Update: Paul Krugman offers comment here. Similar sentiments.
Mark Thoma comments on Peter Dorman’s reaction to the paucity of AD-AS models in the blogosphere. I think I can offer a unique perspective because (a) I’ve only completed a high-school level econ class, (b) I form a lot of my opinions based on discussion in the blogosphere, and (c) I blog a fair amount myself.
I have a pretty solid mathematical intuition, but lack the experience (or perhaps smarts, who knows) to understand DSGEs at a granular level. I can get through most of this, but probably can’t teach it to anyone which has to be the real indicator of knowledge. Dorman implies that if not for this restriction, the DSGE would be a better tool.
But I am sufficiently comfortable with my statistics to know DSGE’s suck (“suck” being a very technical term whose math I will leave as an exercise to the reader) on out-of-sample forecasts. That’s the first beauty of AD-AS, it’s not trying to “forecast” anything, but rather abstract thematic elements of the economy.
Here’s what it can do (read this as an uneducated high schooler’s defense of a too-complicated subject):
- Differentiate between supply and demand shocks. Anyone who knows the model can understand the difference between unemployment from an oil embargo and financial crisis.
- Convey long-run neutrality of money, which isn’t as natural without the correcting force within AD-AS.
- And with a bit of salt and pepper, we can approximate the real economy from the rather abstract “neutrality” point of view with hysteresis as the transmission between AD and LRAS.
- Evade bullshit. It seems you can create a DSGE for anything under the sun. But for now I feel relatively confident AS affects prices and AD affects quantity: that is, AD is not perfectly elastic, removing relevance in crisis thereof. (Update: and, as Nick Rowe shows, it’s very flexible too).
But here we reach it’s fundamental limitation:
- Who really thinks AD-AS (or for that matter IS-LM) are independent of each other? It’s absolutely unintuitive to think so, and that’s a dinger for a so-called “intuitive” model.
- AD/AS and IS-LM may be prone to stock-flow considerations. Intertemporal optimization is key here, and actually that’s a lot easier to grasp (mathematically, but definitely intuitively) as an introductory student. (Irving Fisher’s math is rather more enjoyable than modern econ papers, Milton Friedman’s too).
IS-LM isn’t the same as AD-AS, but if I had to bet Dorman (or most in the anti AD-AS camp) would place the older version right with AD-AS relative to microfounded modern models. True, it tries to add dynamism to a staticky AD-AS and without intertemporal considerations it’s prone to the same criticisms.
But it gives a rock solid intuition of the real economy. LM (and AD too) is actually really confusing in the context of central banks, but once you add wage rigidity you have a pretty close approximation to old Keynesian thinking.
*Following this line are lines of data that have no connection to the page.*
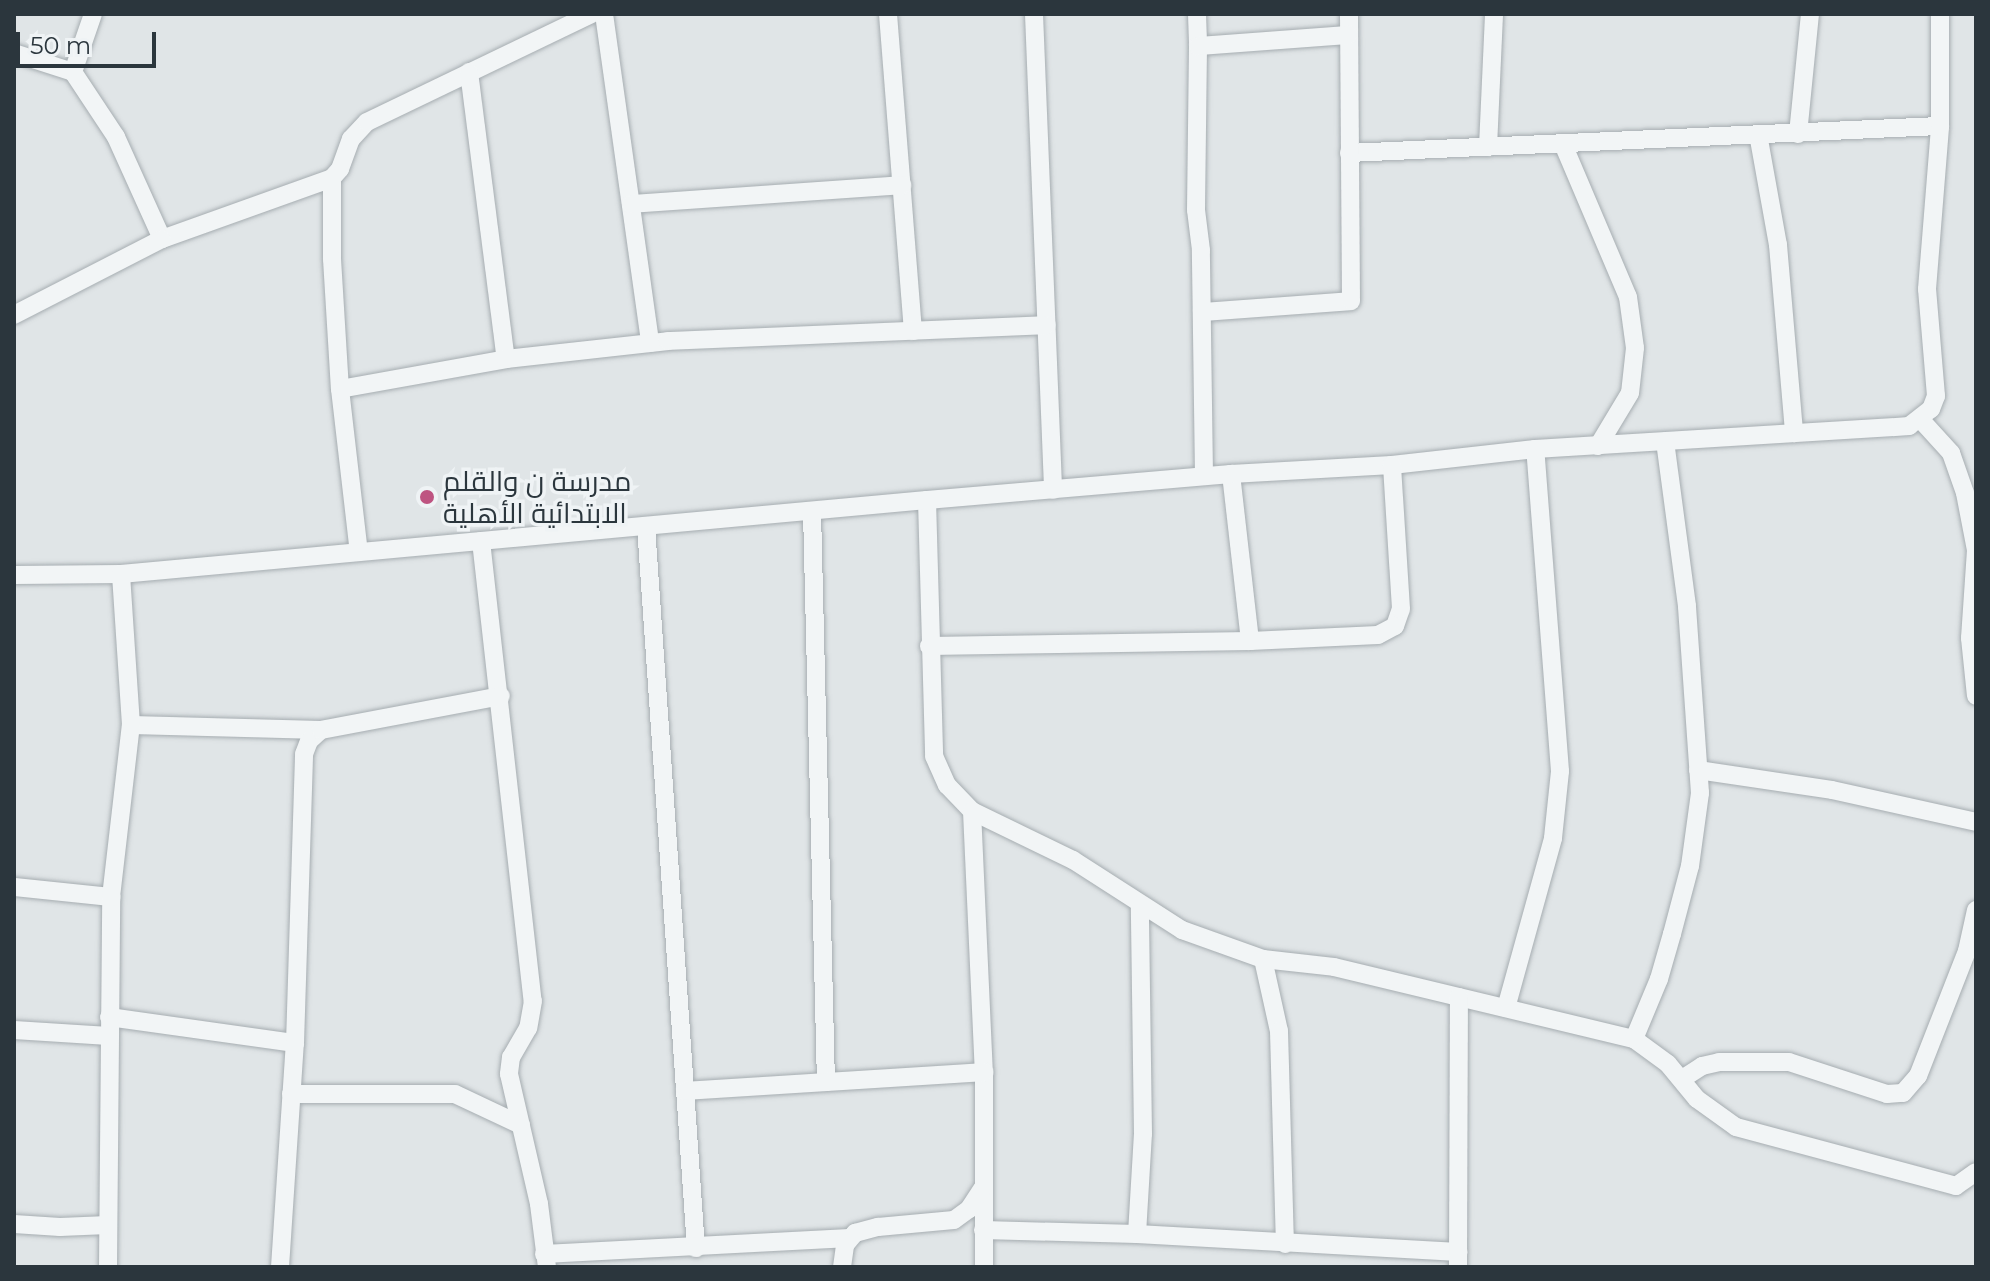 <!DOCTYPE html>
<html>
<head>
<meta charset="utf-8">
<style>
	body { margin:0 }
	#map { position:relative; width:1990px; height:1281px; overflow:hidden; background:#e0e5e7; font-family:Montserrat,Cairo,sans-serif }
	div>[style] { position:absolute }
	.roads { filter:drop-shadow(0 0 2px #a6adb1) drop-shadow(0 0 2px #a6adb1) }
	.minor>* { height:18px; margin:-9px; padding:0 9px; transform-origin:9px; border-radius:9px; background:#f2f5f6 }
	.dots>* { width:22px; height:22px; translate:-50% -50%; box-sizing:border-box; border:4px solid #eff3f5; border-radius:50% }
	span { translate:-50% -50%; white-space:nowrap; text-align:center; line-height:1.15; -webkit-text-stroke:7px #eff3f5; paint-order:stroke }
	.poi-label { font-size:28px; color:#2b363d }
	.left { translate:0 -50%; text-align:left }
	.frame { position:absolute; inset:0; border:16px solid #2b363d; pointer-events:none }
	.scale { position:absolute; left:16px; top:32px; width:140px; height:36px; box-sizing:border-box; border:4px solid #2b363d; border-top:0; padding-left:10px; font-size:24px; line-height:28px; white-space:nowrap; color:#2b363d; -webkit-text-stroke:6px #eff3f5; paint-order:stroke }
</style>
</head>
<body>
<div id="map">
	<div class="roads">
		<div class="minor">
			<div style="left:604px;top:14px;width:332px;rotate:82deg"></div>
			<div style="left:888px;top:14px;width:318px;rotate:85.5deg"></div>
			<div style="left:1034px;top:14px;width:476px;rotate:87.7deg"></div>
			<div style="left:1197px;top:14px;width:32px;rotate:88deg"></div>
			<div style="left:14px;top:53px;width:62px;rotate:17.9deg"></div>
			<div style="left:73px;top:72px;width:78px;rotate:56.5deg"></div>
			<div style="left:116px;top:137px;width:112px;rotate:65.7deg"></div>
			<div style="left:162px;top:239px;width:181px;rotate:-19.7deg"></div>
			<div style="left:332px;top:178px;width:12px;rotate:-48deg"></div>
			<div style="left:340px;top:169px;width:32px;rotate:-70deg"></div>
			<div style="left:351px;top:139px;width:23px;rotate:-47deg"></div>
			<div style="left:367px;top:122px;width:249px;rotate:-25.7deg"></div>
			<div style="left:73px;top:72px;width:61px;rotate:-71deg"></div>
			<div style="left:469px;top:72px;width:289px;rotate:82.7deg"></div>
			<div style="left:1758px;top:134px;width:113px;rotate:79.8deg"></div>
			<div style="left:1778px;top:245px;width:189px;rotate:85.1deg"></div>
			<div style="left:1798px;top:134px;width:121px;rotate:-84.3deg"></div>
			<div style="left:1563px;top:144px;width:166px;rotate:67deg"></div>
			<div style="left:1628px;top:297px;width:51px;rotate:82.2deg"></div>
			<div style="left:1635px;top:348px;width:45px;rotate:96.3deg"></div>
			<div style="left:1630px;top:393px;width:62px;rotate:121.1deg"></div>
			<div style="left:1488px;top:147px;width:133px;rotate:-87.4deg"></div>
			<div style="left:1349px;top:153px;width:592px;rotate:-2.62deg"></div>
			<div style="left:332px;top:178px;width:81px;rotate:90deg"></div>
			<div style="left:332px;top:259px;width:130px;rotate:86.5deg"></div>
			<div style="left:340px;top:389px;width:164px;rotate:83.4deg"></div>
			<div style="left:631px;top:204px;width:272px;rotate:-4deg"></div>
			<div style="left:1202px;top:312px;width:149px;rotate:-4.2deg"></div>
			<div style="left:1351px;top:301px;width:287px;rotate:-90.4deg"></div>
			<div style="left:14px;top:315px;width:166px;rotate:-27.2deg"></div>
			<div style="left:340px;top:389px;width:169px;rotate:-10.2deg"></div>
			<div style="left:506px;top:359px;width:163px;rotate:-6.3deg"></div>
			<div style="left:668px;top:341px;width:379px;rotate:-2.4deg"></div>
			<div style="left:1921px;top:420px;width:45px;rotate:47.7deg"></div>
			<div style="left:1951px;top:453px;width:42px;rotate:70.7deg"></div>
			<div style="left:1965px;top:493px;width:58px;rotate:79.1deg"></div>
			<div style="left:1976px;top:550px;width:88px;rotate:93.9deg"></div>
			<div style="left:1970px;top:638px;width:58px;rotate:84.1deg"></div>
			<div style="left:1231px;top:474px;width:168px;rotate:83.5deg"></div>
			<div style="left:1204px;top:476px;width:226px;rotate:-90.8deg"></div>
			<div style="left:1201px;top:250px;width:40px;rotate:-97.1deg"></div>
			<div style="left:1196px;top:210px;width:164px;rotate:-89.3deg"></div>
			<div style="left:1198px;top:46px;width:151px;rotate:-4.2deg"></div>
			<div style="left:927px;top:500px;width:256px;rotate:88.4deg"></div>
			<div style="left:934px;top:756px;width:32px;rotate:66deg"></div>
			<div style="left:947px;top:785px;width:36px;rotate:46deg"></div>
			<div style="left:972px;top:811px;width:112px;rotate:25.9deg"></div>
			<div style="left:1073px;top:860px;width:130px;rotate:32.7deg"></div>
			<div style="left:1182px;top:930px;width:86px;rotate:19.7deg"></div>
			<div style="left:1263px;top:959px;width:71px;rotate:6.4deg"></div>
			<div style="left:1334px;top:967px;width:309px;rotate:13.5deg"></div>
			<div style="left:1634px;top:1039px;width:42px;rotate:36.3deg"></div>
			<div style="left:1668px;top:1064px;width:45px;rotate:50.4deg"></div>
			<div style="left:1697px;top:1099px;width:48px;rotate:35.7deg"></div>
			<div style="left:1736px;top:1127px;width:228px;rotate:15deg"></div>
			<div style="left:1956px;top:1186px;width:24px;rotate:-35deg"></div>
			<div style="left:812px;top:511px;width:571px;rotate:88.6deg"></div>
			<div style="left:646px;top:526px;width:724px;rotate:86.04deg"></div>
			<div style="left:481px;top:541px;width:463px;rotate:83.6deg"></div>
			<div style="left:533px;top:1001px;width:27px;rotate:100deg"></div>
			<div style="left:528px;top:1028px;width:34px;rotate:120deg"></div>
			<div style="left:511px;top:1057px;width:17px;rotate:97deg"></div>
			<div style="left:509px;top:1074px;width:133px;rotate:77deg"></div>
			<div style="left:539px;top:1204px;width:64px;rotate:82.8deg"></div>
			<div style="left:14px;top:575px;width:107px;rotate:-0.5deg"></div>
			<div style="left:121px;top:574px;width:809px;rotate:-5.25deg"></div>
			<div style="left:927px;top:500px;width:305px;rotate:-4.9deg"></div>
			<div style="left:1231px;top:474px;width:161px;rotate:-3.2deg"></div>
			<div style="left:1392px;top:465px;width:144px;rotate:-6.4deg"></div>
			<div style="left:1535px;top:449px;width:375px;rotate:-3.5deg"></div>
			<div style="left:1909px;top:426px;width:28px;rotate:-38deg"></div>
			<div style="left:1931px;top:409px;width:14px;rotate:-69deg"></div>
			<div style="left:1936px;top:396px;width:107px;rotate:-94.8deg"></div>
			<div style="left:1927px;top:289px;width:164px;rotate:-85.4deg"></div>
			<div style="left:1940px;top:126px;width:112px;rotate:-90deg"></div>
			<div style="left:929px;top:646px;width:321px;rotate:-0.9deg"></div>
			<div style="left:1250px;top:641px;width:128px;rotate:-2.7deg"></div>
			<div style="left:1378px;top:635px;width:19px;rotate:-28deg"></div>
			<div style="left:1395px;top:626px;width:18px;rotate:-71deg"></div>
			<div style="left:1401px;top:609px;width:144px;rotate:-93.6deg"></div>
			<div style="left:131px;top:725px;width:190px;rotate:1.5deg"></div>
			<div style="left:1698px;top:770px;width:135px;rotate:8.5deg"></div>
			<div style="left:1832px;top:790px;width:148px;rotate:12.5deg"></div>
			<div style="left:972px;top:811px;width:261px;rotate:87.4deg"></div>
			<div style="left:984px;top:1072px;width:195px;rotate:90deg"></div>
			<div style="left:14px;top:887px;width:98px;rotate:5.9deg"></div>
			<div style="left:1263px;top:959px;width:74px;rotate:77.5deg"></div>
			<div style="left:1279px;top:1031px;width:213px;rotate:88.4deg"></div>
			<div style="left:1506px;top:1008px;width:176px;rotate:-74.5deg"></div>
			<div style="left:1553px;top:838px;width:67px;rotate:-84deg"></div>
			<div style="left:1560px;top:771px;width:323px;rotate:-94.4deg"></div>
			<div style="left:109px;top:1017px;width:188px;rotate:8deg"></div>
			<div style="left:14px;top:1030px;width:95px;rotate:3.6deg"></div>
			<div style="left:1634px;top:1039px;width:65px;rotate:-67.4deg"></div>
			<div style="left:1659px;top:979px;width:47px;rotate:-73.9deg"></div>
			<div style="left:1672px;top:934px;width:70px;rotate:-75.2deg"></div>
			<div style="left:1690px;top:866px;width:74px;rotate:-82.2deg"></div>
			<div style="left:1700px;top:793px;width:187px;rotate:-94deg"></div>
			<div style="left:1687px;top:606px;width:166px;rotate:-97.6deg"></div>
			<div style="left:1682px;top:1079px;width:24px;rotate:-33deg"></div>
			<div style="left:1702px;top:1066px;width:17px;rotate:-13deg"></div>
			<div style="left:1719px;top:1062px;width:70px"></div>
			<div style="left:1789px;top:1062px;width:103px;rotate:18.1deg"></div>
			<div style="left:1887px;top:1094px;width:16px;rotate:-4deg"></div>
			<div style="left:1903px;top:1093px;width:23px;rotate:-49deg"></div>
			<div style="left:1918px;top:1076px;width:134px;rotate:-68.6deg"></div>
			<div style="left:1967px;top:951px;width:42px;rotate:-77.6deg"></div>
			<div style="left:685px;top:1091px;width:300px;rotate:-3.6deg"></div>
			<div style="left:291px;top:1094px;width:164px"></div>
			<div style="left:455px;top:1094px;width:73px;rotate:25.2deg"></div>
			<div style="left:14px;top:1224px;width:46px;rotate:3.7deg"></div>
			<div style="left:60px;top:1227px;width:48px;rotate:-2.4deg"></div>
			<div style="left:983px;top:1230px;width:154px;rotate:1.5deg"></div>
			<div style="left:1137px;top:1234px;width:322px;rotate:3.2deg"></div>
			<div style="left:1137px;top:1234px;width:100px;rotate:-86.6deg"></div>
			<div style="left:1143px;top:1134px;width:229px;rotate:-90.8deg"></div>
			<div style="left:544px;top:1254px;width:306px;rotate:-3deg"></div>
			<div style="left:108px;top:1267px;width:370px;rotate:-89.5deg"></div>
			<div style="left:111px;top:897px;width:173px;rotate:-83.4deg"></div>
			<div style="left:131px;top:725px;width:151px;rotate:-93.8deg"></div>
			<div style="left:280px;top:1267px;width:225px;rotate:-86.2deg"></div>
			<div style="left:295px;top:1043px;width:289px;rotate:-88.2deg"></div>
			<div style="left:304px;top:754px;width:14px;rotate:-69deg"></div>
			<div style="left:309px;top:741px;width:16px;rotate:-43deg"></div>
			<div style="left:321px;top:730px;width:183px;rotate:-10.7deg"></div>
			<div style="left:842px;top:1267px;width:22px;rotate:-82deg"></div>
			<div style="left:845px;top:1245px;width:16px;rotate:-50deg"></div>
			<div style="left:855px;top:1233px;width:24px;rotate:-15deg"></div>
			<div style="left:878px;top:1227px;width:76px;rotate:-5.3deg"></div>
			<div style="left:954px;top:1220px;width:19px;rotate:-36deg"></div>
			<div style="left:969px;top:1209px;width:24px;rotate:-57deg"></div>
			<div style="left:1458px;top:1267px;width:270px;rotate:-89.8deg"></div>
		</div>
	</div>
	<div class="dots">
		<div style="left:427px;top:497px;background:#be5481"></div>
	</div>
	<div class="poi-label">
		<span class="left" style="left:443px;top:497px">مدرسة ن والقلم<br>الابتدائية الأهلية</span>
	</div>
	<div class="frame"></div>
	<div class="scale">50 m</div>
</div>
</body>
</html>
If you think Keynes was an important economist, this is an end in and of itself.
But, as the archetypical two-handed economist, there’s a flip:
- AD-AS (at least at an AP level) is poorly taught. Stock-flow considerations are completely ignored.
- The role of monetary and fiscal policy as “demand-side” are obscured. (IS-LM with rigidity is a quick fix to this.)
Ultimately, AD-AS anchored my thought regarding the economy, for better or worse. I understand the caveats, and having blogged for a few months I think I have a more nuanced understanding thereof. Two lines can’t forecast anything, life would be boring if they could. But they are not a “placeholder” for something better to come.
In terms of informing policy, the dominant positions (old Keynesian and market monetarist) are well-explained within an AD-AS or IS-LM framework. Microfounding old thinking through monopolistic New Keynesianism with menu costs and all seem to have enriched economic thought. The question is, can it better drive policy? More importantly, pedagogically, can it import a better understanding thereof?
Oh, and reading through the blogosphere, it doesn’t seem like people explicitly state AD-AS/IS-LM as their mode of thinking, but that’s almost all you need to understand most concepts, at least thematically. For me, that’s enough to conclude that AD-AS isn’t just an artifact, but a great heuristic employed by the best thinkers. They understand its caveats and use it with caution. But its back-of-the-envelope attraction is what makes it so valuable.